Provided information Block Start

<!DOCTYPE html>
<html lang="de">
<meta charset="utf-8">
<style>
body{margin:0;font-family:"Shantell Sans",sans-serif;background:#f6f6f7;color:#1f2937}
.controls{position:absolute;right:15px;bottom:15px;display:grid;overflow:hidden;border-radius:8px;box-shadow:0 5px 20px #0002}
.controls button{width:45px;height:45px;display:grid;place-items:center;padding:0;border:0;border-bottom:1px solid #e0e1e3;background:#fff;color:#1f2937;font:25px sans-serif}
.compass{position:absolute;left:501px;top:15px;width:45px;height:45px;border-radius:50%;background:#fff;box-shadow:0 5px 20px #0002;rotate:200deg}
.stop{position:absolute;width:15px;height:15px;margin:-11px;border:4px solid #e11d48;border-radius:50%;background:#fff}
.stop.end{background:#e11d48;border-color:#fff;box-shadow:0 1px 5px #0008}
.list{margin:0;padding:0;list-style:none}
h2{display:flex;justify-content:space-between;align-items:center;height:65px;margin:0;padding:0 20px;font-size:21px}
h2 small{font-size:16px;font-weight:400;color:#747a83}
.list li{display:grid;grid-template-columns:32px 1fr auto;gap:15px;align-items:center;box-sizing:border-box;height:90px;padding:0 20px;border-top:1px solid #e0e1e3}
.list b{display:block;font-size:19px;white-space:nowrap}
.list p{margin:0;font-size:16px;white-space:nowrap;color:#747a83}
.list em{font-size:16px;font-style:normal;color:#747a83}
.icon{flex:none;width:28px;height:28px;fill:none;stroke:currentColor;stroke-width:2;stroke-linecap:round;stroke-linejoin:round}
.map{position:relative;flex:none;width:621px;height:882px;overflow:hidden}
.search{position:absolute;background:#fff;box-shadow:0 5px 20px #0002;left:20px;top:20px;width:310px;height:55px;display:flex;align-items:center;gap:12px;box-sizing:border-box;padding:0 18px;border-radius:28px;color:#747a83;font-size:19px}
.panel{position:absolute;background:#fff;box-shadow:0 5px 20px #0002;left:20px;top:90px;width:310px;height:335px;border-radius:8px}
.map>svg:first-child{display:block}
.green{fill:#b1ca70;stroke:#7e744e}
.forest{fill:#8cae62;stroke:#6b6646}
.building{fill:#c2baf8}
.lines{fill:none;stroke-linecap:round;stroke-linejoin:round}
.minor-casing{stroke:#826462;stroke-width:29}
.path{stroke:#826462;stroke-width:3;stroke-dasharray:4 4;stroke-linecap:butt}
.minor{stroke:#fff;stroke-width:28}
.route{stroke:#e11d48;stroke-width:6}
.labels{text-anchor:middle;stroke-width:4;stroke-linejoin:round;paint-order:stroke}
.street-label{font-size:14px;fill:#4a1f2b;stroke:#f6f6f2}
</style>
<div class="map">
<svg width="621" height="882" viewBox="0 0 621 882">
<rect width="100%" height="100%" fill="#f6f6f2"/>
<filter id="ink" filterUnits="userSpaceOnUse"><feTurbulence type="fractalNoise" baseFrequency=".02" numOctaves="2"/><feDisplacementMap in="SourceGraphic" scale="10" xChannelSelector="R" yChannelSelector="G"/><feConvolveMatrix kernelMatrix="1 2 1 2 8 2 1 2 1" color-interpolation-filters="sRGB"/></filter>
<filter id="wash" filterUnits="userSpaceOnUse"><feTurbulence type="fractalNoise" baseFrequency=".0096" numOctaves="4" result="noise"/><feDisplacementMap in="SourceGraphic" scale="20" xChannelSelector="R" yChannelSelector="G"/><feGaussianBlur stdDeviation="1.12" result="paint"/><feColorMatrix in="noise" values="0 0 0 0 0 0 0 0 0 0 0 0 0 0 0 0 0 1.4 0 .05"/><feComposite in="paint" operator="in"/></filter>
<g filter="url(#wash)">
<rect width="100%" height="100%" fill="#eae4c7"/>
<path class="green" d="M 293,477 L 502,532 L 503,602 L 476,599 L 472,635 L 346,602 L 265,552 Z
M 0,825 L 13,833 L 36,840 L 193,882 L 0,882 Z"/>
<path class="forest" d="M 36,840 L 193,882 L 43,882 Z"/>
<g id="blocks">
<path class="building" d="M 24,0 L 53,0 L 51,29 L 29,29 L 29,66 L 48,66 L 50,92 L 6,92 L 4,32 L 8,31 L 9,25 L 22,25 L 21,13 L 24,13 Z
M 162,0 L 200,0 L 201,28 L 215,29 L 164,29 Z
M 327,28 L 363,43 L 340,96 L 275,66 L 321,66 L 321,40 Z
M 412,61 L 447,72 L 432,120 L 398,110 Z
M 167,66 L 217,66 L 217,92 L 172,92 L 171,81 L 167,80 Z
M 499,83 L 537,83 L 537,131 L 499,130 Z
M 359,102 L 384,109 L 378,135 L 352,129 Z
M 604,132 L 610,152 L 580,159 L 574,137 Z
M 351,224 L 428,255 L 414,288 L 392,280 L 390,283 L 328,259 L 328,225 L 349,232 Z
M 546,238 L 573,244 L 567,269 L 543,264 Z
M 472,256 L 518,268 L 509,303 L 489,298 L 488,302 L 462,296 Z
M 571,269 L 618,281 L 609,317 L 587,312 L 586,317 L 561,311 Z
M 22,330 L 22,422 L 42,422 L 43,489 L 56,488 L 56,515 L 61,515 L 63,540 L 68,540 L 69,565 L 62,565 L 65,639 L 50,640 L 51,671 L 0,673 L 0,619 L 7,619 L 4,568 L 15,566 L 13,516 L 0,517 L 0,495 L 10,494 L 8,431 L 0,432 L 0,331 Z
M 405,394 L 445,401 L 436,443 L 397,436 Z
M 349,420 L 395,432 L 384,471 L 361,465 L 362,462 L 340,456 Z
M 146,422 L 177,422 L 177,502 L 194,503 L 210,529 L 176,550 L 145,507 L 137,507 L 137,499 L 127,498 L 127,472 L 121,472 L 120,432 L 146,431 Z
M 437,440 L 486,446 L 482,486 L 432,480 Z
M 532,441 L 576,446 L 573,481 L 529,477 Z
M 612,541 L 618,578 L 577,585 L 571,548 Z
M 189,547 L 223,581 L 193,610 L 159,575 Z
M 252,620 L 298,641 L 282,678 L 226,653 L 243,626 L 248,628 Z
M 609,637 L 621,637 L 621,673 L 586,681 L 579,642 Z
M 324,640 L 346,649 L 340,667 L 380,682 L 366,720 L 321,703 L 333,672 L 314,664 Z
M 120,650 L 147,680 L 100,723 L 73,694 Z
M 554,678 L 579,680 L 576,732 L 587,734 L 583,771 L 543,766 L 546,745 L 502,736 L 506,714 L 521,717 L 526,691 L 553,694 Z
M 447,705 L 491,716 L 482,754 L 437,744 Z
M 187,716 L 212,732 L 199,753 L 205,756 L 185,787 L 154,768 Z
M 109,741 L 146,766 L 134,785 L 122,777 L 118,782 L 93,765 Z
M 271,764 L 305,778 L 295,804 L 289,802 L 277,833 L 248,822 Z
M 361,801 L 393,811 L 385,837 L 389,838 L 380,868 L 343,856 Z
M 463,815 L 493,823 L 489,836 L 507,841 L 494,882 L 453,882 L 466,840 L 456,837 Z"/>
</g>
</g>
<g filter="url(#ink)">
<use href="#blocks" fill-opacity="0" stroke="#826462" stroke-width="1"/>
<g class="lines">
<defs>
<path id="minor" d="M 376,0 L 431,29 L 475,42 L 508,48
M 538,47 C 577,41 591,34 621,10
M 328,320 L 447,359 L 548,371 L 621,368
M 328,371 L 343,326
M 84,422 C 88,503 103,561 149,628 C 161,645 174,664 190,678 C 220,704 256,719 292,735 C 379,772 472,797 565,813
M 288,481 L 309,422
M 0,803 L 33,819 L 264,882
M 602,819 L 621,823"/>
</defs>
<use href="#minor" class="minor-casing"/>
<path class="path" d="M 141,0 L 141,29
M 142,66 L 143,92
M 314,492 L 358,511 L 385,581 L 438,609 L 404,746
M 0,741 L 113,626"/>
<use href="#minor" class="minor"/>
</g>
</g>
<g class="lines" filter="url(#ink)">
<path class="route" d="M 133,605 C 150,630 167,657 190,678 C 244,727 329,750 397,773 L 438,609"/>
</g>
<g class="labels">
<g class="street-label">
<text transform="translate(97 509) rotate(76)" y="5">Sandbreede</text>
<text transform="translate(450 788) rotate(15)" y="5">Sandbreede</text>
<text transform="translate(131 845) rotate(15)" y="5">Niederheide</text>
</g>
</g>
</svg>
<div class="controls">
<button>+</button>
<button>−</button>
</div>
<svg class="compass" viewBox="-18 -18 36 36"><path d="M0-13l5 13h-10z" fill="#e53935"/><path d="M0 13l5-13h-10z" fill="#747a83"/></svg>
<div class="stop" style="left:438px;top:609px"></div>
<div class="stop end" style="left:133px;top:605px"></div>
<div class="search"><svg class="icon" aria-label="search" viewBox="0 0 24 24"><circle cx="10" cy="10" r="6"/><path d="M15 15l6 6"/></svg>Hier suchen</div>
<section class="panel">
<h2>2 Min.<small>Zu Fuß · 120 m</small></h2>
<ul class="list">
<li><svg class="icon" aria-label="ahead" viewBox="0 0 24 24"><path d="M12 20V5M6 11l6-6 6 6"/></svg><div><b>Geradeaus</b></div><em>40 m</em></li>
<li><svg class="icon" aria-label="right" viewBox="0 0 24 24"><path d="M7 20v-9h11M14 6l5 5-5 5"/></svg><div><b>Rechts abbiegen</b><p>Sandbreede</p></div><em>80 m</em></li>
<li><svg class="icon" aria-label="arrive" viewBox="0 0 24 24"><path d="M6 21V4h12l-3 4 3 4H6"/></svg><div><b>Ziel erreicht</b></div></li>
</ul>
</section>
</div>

Provided information Block End
Provided information Block Start

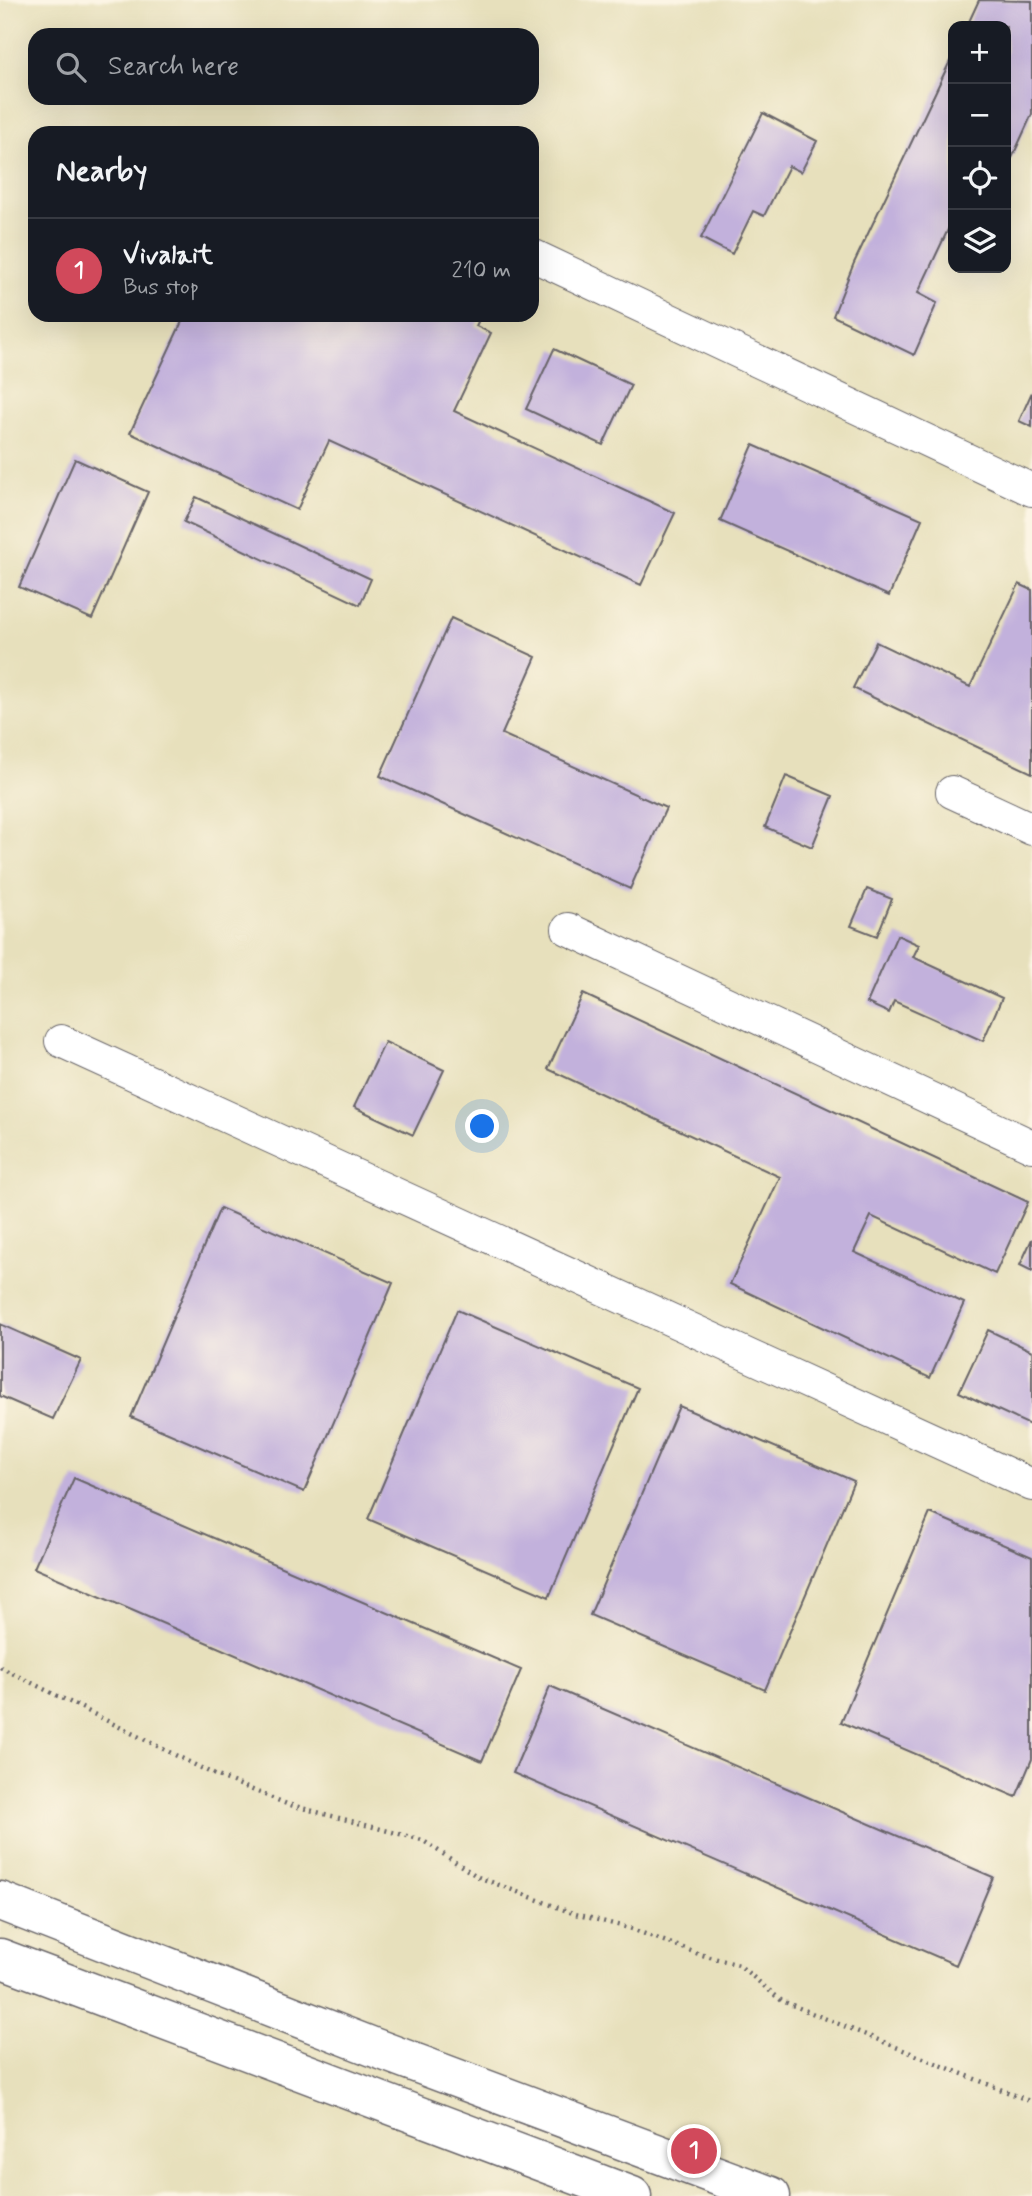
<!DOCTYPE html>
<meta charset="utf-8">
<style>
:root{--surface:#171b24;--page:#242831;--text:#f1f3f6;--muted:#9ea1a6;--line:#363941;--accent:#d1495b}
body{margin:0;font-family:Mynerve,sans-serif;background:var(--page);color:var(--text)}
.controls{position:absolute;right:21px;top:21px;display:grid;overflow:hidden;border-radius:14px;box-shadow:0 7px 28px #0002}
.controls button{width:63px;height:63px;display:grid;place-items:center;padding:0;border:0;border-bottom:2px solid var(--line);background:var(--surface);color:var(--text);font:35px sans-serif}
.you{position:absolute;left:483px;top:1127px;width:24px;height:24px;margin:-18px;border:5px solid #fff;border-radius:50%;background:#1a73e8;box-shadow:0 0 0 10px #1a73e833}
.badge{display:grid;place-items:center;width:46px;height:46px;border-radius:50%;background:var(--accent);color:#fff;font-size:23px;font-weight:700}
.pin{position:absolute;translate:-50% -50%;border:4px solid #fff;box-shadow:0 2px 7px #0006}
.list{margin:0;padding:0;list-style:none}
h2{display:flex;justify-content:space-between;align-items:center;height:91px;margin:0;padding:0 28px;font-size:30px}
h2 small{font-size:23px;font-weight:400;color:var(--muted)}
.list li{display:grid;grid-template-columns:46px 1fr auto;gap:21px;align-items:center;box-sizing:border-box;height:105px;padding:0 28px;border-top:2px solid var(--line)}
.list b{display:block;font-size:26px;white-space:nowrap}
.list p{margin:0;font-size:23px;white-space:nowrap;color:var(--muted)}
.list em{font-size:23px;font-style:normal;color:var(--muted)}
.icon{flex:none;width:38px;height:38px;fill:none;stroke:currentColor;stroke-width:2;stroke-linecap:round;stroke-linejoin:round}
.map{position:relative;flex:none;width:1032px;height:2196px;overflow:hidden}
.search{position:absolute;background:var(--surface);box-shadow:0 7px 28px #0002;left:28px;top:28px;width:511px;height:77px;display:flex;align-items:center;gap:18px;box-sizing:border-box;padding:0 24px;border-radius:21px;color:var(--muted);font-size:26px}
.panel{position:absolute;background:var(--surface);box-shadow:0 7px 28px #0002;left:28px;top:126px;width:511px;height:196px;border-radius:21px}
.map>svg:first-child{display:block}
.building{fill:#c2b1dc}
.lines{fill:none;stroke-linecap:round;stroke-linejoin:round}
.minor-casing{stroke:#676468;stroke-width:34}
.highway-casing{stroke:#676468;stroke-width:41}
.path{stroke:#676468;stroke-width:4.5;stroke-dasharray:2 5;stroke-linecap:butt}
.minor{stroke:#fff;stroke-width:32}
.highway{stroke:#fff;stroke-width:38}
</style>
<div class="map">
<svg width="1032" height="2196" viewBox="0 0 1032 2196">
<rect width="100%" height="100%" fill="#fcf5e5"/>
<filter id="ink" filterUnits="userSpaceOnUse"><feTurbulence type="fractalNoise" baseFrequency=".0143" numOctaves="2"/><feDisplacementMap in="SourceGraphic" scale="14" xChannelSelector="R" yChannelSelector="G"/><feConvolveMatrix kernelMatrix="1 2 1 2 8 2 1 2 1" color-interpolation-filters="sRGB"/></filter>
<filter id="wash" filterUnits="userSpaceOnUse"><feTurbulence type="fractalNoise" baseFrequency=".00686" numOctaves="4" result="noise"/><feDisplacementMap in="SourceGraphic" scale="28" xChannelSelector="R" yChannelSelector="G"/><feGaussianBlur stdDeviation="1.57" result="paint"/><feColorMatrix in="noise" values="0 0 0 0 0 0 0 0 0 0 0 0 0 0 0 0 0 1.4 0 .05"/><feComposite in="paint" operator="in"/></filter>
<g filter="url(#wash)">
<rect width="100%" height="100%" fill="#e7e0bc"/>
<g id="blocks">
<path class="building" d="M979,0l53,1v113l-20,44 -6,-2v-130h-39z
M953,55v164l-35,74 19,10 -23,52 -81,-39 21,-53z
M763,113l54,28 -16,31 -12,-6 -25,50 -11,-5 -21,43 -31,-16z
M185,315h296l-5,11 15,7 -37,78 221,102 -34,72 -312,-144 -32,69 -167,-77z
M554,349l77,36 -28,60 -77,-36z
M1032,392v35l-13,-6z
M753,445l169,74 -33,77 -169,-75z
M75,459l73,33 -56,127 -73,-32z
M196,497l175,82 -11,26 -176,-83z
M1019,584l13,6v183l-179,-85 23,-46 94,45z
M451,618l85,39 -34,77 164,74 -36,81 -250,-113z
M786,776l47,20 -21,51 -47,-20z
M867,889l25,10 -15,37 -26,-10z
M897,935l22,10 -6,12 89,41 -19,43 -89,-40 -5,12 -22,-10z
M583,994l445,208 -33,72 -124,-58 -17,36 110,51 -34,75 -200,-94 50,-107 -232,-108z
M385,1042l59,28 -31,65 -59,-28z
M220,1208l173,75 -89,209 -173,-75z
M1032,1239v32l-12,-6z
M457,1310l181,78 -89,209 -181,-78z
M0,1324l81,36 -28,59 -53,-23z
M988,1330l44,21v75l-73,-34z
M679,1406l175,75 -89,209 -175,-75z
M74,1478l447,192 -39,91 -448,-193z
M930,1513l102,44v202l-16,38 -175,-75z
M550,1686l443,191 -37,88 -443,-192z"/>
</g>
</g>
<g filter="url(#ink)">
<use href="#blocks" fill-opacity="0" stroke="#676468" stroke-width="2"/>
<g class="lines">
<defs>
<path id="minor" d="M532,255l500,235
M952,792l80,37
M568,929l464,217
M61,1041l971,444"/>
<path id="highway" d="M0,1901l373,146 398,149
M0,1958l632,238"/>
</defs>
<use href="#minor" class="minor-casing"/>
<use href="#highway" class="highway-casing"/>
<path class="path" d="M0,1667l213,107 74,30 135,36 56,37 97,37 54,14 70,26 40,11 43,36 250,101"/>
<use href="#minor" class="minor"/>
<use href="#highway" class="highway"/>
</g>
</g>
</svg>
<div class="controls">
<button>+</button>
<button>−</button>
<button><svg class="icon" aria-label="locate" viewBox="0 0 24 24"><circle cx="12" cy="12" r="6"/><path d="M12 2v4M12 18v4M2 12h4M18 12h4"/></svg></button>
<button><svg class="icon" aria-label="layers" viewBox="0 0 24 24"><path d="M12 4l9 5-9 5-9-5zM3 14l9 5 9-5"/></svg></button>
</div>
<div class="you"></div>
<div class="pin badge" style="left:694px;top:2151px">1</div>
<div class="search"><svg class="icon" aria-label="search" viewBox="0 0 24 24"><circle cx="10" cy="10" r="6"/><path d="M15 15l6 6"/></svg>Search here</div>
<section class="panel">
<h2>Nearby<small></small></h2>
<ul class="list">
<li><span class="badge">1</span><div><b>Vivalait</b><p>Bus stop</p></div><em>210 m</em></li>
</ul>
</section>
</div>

Provided information Block End

• **What the exercise asks**: Please go through the data and copy each line containing the word "rect".

• **Reply to the task**:
<rect width="100%" height="100%" fill="#f6f6f2"/>
<rect width="100%" height="100%" fill="#eae4c7"/>
<rect width="100%" height="100%" fill="#fcf5e5"/>
<rect width="100%" height="100%" fill="#e7e0bc"/>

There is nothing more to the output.